What to work on> The required output consists solely of the lines from the top of the listing through the line containing "0 #b6b7bc) drop-shadow(-2px", transcribed exactly.
>>>
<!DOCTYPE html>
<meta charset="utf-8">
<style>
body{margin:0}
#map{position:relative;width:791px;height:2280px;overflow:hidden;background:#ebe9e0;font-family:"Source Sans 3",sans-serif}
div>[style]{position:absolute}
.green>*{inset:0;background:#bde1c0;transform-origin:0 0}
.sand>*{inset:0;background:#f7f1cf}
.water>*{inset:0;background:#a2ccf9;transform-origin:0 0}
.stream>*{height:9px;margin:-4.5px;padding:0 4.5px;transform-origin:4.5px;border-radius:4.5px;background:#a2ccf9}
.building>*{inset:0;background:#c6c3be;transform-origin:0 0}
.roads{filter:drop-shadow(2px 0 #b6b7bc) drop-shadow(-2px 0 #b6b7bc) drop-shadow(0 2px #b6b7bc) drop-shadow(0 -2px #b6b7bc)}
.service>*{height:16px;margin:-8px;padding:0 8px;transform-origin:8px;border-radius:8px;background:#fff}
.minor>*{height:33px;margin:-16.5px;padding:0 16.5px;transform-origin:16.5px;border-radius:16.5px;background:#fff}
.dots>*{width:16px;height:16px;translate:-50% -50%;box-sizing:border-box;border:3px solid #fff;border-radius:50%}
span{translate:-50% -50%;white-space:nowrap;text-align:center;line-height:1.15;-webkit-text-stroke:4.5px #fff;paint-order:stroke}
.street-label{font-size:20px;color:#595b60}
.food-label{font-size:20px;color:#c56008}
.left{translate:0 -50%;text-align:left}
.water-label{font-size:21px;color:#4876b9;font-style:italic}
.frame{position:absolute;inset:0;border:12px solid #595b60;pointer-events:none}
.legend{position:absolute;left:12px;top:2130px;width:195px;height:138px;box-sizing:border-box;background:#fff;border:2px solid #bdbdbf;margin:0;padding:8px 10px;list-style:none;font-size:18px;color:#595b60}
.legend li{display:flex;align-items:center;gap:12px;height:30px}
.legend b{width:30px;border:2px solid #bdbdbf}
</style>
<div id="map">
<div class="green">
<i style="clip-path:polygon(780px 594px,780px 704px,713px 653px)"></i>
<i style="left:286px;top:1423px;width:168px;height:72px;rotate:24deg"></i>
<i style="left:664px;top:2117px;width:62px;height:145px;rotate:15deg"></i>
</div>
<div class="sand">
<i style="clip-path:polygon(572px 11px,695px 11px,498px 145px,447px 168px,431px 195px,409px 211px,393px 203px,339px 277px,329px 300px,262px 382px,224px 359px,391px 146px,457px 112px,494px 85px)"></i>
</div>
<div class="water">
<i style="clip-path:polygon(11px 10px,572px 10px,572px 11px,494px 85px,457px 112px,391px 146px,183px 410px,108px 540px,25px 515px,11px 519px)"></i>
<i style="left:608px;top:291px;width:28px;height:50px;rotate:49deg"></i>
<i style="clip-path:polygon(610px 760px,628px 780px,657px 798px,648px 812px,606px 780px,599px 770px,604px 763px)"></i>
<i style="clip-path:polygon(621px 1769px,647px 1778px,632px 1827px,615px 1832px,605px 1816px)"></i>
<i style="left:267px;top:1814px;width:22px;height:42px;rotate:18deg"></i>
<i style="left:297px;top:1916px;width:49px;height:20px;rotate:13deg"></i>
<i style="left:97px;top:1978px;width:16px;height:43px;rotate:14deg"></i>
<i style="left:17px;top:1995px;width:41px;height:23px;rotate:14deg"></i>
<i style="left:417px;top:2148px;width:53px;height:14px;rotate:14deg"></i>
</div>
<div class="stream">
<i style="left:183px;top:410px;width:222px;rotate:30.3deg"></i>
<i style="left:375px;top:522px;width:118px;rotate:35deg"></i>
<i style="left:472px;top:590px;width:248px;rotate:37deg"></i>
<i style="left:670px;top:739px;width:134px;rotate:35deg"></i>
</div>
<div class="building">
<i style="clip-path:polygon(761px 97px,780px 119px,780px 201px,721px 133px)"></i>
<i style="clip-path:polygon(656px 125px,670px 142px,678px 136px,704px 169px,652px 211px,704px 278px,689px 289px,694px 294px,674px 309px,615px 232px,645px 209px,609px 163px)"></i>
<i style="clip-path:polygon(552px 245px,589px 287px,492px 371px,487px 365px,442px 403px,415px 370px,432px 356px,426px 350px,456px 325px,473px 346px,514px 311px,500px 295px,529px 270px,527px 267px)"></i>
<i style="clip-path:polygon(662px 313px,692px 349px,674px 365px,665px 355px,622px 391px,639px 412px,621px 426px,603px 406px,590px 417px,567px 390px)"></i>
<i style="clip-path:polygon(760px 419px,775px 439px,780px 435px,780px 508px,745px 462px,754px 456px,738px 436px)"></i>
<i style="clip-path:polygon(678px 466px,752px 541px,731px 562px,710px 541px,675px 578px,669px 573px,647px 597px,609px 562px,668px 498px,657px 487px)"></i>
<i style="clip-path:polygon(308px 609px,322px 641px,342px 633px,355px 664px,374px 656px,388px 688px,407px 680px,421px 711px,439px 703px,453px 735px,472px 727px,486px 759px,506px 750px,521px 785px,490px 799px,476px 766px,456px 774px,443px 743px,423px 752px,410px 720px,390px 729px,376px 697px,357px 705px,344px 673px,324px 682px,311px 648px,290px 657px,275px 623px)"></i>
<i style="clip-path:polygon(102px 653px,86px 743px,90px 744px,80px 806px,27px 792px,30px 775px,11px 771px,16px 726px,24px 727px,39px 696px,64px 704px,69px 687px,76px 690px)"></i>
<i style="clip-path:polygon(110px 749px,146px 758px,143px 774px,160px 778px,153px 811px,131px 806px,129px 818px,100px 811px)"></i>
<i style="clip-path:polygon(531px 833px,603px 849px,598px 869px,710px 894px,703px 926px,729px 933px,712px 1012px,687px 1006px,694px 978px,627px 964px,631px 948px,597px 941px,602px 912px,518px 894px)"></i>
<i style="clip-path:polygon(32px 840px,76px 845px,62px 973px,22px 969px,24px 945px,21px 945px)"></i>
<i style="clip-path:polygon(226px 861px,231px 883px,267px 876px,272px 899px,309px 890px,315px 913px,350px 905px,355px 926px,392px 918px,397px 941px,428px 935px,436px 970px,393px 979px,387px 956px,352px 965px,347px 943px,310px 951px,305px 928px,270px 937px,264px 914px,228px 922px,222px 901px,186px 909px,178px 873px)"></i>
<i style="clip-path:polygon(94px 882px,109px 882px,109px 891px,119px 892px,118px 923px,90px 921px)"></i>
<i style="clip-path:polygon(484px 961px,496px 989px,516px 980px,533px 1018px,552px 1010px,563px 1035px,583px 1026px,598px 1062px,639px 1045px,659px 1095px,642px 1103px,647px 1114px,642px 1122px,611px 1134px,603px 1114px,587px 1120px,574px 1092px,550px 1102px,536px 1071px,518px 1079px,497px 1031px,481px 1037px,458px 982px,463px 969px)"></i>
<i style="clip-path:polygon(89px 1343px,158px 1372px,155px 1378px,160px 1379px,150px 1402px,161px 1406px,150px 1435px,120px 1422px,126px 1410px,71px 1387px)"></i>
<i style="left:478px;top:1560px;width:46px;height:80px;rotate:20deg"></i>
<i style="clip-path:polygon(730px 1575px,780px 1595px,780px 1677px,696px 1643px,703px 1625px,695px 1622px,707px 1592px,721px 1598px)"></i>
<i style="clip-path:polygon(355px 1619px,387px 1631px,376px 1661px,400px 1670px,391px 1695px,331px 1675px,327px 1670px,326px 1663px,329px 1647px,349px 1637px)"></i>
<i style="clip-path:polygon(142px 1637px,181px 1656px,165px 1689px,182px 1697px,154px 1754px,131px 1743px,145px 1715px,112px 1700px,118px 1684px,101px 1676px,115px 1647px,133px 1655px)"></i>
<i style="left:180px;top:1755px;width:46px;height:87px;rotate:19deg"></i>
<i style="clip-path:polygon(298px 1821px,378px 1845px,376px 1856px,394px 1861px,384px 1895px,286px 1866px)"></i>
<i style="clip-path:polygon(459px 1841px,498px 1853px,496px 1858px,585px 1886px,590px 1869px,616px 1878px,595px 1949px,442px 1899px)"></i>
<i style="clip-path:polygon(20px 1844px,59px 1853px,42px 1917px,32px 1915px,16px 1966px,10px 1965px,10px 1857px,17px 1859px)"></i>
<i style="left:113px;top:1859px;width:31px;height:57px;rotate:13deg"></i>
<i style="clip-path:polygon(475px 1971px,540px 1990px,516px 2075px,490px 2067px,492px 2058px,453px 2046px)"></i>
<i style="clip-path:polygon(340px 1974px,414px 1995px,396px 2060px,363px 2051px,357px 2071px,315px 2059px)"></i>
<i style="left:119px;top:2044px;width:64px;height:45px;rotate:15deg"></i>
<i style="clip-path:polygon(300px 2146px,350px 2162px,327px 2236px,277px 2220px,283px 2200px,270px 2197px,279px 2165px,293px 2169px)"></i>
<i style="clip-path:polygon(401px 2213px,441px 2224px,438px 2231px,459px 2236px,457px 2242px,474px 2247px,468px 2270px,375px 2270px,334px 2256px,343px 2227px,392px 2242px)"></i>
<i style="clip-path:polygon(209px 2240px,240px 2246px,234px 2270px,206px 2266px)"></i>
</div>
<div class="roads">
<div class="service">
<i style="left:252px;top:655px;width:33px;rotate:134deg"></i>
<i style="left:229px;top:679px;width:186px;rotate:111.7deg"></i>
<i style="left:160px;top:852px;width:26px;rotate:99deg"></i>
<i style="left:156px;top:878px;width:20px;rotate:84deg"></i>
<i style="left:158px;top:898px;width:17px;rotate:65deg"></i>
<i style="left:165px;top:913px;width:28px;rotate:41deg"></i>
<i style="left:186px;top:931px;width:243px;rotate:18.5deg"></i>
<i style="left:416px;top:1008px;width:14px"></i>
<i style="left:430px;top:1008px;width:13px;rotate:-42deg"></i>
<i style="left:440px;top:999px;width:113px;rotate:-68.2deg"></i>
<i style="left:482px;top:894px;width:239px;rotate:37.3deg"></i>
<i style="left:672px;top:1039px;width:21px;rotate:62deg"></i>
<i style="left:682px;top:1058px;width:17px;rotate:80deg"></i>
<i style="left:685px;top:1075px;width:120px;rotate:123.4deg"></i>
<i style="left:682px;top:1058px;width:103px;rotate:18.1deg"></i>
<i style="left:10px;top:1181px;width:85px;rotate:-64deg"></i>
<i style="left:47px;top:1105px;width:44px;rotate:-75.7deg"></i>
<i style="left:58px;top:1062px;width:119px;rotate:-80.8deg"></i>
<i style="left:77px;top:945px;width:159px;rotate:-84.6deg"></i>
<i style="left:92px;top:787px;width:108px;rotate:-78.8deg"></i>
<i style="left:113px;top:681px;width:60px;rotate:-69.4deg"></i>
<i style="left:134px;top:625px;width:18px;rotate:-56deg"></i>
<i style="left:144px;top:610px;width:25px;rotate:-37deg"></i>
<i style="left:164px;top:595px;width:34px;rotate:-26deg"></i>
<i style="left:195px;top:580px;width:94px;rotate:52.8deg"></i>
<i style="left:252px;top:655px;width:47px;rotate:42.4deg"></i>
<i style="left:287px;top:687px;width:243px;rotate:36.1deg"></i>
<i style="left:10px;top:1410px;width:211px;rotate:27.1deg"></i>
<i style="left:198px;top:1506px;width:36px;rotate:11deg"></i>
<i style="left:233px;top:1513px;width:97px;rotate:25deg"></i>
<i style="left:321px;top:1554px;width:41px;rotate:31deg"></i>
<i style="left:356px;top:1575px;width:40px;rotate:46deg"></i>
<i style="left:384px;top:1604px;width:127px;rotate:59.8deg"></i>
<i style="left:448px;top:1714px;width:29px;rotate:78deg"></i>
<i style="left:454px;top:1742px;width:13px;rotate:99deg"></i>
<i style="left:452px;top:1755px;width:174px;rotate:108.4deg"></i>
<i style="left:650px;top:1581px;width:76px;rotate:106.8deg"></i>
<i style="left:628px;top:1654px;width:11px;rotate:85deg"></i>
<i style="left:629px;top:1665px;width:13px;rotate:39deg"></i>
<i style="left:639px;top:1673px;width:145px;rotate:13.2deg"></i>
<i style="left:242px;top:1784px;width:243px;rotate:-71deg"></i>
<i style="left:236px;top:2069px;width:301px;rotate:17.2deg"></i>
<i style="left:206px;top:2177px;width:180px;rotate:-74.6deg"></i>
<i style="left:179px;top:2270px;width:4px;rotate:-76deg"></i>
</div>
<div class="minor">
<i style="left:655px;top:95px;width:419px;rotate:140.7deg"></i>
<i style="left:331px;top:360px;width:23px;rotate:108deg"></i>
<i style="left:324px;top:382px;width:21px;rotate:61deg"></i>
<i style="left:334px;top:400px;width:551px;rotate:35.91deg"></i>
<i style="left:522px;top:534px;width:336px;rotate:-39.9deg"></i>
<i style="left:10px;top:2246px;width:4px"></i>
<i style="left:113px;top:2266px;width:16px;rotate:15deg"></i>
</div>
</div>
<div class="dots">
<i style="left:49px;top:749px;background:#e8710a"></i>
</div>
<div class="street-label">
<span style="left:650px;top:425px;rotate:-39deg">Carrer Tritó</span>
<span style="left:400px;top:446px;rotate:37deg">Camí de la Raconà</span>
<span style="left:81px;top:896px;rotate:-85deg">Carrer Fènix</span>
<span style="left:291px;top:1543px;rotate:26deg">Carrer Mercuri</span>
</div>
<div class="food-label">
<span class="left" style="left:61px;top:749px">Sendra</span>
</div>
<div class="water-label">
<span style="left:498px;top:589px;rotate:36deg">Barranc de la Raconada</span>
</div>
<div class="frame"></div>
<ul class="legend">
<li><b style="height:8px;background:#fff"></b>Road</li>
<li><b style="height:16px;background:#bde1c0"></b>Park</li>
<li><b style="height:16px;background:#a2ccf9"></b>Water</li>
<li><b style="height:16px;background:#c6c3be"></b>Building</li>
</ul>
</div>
<<<
Solution below>
<!DOCTYPE html>
<meta charset="utf-8">
<style>
body{margin:0}
#map{position:relative;width:791px;height:2280px;overflow:hidden;background:#ebe9e0;font-family:"Source Sans 3",sans-serif}
div>[style]{position:absolute}
.green>*{inset:0;background:#bde1c0;transform-origin:0 0}
.sand>*{inset:0;background:#f7f1cf}
.water>*{inset:0;background:#a2ccf9;transform-origin:0 0}
.stream>*{height:9px;margin:-4.5px;padding:0 4.5px;transform-origin:4.5px;border-radius:4.5px;background:#a2ccf9}
.building>*{inset:0;background:#c6c3be;transform-origin:0 0}
.roads{filter:drop-shadow(2px 0 #b6b7bc) drop-shadow(-2px 0 #b6b7bc) drop-shadow(0 2px #b6b7bc) drop-shadow(0 -2px #b6b7bc)}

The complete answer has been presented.